* **ABOUT THIS TASK**
Below are the records; copy every line in them that holds the string "Giovanni".

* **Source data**
****************
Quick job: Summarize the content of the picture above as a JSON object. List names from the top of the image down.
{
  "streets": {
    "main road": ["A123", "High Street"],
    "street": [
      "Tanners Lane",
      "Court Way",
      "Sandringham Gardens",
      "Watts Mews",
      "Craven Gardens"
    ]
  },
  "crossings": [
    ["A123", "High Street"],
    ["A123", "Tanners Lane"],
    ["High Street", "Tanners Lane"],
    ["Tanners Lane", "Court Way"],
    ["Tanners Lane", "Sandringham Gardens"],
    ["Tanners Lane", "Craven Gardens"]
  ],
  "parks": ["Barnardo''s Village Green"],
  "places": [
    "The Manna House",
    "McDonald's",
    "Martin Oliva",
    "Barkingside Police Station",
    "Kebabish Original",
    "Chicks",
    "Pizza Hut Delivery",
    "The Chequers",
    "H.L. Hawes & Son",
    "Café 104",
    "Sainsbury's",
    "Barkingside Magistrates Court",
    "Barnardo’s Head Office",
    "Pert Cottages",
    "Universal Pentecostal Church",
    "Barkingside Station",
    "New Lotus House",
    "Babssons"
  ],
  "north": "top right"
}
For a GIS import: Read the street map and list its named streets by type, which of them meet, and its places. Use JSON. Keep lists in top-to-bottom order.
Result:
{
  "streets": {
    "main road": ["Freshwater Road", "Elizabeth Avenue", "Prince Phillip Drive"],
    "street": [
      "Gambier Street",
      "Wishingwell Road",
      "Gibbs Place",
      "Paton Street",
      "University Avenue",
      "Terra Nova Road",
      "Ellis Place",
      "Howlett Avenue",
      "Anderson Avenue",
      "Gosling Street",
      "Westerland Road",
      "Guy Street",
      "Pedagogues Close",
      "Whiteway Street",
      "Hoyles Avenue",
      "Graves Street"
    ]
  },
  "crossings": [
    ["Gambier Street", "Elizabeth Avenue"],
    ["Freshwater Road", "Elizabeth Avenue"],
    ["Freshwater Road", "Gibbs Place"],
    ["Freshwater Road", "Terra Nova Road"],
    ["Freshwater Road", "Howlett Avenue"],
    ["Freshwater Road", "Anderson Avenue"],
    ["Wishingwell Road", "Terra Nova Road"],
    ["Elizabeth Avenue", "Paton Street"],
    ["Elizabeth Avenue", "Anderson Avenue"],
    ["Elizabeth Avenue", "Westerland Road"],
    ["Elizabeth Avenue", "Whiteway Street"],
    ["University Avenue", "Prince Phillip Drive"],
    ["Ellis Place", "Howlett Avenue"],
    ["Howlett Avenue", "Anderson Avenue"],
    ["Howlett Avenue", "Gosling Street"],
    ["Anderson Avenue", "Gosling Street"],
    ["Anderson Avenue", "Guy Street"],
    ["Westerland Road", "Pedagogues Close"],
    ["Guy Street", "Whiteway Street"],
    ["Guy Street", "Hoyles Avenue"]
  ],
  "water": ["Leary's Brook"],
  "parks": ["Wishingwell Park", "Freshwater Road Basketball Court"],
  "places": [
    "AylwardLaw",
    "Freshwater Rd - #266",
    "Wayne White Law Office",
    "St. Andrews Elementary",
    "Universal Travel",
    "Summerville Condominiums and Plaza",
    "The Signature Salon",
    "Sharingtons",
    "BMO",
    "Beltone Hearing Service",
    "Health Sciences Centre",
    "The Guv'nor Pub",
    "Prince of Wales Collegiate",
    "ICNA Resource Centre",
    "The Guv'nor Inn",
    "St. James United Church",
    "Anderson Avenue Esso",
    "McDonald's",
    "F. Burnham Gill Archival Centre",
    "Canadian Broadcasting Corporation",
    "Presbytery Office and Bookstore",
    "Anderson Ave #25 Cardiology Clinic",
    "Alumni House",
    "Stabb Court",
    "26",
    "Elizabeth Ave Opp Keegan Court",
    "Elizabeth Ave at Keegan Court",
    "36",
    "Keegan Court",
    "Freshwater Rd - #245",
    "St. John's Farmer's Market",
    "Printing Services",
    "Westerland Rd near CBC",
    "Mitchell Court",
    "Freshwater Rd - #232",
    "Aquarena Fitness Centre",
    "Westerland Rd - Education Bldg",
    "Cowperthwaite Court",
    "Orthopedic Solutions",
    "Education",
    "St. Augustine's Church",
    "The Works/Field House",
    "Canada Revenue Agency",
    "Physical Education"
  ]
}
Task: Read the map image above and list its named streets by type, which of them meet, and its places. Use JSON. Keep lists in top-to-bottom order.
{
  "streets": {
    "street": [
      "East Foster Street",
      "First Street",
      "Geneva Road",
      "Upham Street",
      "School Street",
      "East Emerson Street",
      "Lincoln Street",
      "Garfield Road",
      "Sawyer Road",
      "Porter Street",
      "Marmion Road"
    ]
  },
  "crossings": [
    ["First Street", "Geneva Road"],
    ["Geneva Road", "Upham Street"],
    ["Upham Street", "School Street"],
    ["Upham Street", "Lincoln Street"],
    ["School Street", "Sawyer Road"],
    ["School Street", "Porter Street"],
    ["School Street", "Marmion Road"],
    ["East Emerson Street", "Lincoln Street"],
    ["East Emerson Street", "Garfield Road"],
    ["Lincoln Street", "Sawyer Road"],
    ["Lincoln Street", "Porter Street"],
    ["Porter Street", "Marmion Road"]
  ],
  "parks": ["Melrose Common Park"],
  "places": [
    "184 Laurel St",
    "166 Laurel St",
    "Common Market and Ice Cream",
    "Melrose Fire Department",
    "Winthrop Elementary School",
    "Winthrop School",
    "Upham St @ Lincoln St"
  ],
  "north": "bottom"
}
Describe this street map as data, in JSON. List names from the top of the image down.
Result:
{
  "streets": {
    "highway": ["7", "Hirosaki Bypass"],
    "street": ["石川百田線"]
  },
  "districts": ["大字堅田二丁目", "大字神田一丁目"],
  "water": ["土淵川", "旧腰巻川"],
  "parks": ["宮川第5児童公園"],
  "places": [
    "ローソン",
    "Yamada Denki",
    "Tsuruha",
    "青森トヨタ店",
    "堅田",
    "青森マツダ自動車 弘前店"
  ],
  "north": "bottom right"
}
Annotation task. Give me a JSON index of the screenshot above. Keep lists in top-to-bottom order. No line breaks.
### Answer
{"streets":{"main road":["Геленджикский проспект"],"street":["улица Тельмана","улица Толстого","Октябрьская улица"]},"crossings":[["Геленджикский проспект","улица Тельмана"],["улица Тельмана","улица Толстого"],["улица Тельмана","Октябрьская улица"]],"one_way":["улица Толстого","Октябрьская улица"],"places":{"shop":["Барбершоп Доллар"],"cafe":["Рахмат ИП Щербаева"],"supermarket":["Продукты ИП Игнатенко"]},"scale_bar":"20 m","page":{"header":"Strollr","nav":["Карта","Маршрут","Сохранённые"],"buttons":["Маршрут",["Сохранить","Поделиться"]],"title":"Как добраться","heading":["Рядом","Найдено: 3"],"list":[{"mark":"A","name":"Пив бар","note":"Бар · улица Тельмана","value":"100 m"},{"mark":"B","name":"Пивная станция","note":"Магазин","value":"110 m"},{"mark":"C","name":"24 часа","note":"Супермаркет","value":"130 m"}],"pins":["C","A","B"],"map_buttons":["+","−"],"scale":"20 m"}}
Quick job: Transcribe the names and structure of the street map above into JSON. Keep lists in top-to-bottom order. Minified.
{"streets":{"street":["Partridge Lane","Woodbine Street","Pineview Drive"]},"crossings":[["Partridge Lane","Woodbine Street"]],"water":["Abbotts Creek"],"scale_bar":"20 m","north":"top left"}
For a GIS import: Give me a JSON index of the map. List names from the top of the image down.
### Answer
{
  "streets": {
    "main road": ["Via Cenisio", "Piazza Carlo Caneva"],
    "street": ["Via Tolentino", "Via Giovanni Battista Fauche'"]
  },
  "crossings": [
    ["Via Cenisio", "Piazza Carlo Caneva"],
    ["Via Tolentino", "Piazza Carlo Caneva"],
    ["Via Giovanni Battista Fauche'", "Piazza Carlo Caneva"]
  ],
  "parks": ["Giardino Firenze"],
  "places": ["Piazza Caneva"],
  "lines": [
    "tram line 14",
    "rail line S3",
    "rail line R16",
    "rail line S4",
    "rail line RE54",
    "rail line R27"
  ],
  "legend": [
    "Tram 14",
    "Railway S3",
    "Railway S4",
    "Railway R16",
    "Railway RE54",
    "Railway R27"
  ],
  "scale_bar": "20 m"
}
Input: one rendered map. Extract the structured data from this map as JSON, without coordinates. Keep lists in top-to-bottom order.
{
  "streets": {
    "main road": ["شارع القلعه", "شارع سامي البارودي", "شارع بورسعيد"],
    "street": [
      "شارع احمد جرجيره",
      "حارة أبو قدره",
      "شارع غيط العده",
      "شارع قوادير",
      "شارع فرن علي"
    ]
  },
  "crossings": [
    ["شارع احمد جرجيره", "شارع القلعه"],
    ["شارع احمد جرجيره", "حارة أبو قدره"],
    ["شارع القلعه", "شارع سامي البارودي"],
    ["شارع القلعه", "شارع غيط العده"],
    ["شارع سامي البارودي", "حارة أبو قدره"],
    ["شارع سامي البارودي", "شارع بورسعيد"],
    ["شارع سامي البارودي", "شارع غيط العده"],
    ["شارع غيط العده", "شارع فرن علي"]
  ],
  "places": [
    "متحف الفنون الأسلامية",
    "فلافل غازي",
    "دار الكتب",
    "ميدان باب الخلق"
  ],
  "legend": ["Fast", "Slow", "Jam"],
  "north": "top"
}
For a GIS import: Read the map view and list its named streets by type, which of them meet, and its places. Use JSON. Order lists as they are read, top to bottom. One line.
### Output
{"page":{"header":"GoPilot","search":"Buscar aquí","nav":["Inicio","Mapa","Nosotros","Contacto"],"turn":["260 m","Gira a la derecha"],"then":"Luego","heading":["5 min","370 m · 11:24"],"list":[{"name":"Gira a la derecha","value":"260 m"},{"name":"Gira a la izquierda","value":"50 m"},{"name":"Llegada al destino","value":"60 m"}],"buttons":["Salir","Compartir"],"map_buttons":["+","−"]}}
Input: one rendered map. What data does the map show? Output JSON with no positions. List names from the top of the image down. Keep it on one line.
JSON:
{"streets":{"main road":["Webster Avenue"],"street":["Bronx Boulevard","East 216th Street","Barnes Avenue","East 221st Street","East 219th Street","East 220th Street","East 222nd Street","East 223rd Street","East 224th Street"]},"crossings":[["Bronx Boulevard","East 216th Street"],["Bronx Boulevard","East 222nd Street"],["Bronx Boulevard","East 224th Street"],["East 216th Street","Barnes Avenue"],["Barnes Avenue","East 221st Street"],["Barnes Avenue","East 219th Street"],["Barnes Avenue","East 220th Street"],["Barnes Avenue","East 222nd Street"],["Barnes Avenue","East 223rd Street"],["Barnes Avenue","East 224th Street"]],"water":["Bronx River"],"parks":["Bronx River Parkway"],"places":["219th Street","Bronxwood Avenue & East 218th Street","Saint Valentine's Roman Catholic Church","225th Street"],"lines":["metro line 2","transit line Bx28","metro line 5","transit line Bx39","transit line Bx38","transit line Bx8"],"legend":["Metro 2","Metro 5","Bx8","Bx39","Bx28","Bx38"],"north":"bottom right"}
****************
* **ANSWER SECTION**
    "street": ["Via Tolentino", "Via Giovanni Battista Fauche'"]
    ["Via Giovanni Battista Fauche'", "Piazza Carlo Caneva"]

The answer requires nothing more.